Logistic Regression implementation from scratch with Python

Machine Learning
Author

Anushka Dhiman

Published

January 14, 2025


Logistic Regression

Logistic regression is a statistical method used for binary classification, which means it is used to predict the probability of an event occurring or not. It is a type of generalized linear model that is used when the dependent variable is binary or categorical.

In logistic regression, the dependent variable is binary (i.e., it can take on one of two values, usually 0 or 1), and the independent variables can be either continuous or categorical. The goal of logistic regression is to find the relationship between the independent variables and the dependent variable by estimating the probability of the dependent variable being 1 given the values of the independent variables.

The logistic regression model uses a logistic function (also known as the sigmoid function) to map the input values of the independent variables to a value between 0 and 1, which represents the probability of the dependent variable being 1.
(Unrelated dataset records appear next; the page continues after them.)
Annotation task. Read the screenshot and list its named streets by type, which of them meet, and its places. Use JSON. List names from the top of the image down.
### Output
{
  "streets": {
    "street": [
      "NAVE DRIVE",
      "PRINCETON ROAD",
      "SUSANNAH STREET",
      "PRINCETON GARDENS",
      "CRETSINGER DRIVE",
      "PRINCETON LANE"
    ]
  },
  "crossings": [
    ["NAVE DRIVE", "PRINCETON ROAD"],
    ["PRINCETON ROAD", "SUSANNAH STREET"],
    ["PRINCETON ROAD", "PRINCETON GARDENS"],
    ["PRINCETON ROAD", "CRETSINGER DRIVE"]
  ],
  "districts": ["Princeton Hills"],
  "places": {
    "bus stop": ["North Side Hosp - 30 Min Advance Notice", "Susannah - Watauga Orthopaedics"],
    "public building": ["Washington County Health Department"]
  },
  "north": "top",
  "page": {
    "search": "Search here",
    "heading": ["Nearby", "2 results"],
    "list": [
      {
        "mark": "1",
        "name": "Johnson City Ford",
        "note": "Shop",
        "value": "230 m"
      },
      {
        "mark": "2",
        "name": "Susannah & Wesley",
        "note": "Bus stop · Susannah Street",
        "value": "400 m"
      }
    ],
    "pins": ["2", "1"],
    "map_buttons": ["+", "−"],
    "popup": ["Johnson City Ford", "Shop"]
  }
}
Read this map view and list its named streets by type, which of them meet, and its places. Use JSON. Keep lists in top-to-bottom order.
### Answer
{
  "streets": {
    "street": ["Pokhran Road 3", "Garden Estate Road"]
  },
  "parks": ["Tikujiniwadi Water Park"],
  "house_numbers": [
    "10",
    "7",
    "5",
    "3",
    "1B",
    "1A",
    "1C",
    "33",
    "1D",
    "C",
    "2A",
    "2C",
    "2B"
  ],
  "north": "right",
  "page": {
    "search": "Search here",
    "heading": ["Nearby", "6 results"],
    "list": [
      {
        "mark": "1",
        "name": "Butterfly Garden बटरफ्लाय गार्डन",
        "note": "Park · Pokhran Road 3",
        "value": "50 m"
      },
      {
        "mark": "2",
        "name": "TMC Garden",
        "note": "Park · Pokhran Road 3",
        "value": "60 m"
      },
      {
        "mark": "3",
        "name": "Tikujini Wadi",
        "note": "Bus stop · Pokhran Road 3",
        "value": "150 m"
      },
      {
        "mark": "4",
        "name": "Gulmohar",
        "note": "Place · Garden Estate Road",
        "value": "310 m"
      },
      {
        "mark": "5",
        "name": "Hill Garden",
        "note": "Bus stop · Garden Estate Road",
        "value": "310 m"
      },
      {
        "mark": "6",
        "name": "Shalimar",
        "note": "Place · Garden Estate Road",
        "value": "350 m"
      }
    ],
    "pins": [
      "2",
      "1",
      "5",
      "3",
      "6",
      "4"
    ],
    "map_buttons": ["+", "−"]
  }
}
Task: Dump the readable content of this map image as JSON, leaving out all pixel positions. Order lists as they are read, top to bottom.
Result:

The logistic function is defined as:

\[ p = \frac{1}{1 + e^{-z}} \]

where: - ( p ) is the predicted probability of the dependent variable being 1. - ( e ) is the base of the natural logarithm. - ( z ) is the linear combination of the independent variables.

The logistic regression model estimates the values of the coefficients of the independent variables that maximize the likelihood of observing the data given the model. This is typically done using maximum likelihood estimation or gradient descent optimization.

After training model, model takes input value of the independent variables and obtaining the predicted probability of the dependent variable being 1. The model can then classify the new observation as 1 or 0 based on a user defined threshold probability value.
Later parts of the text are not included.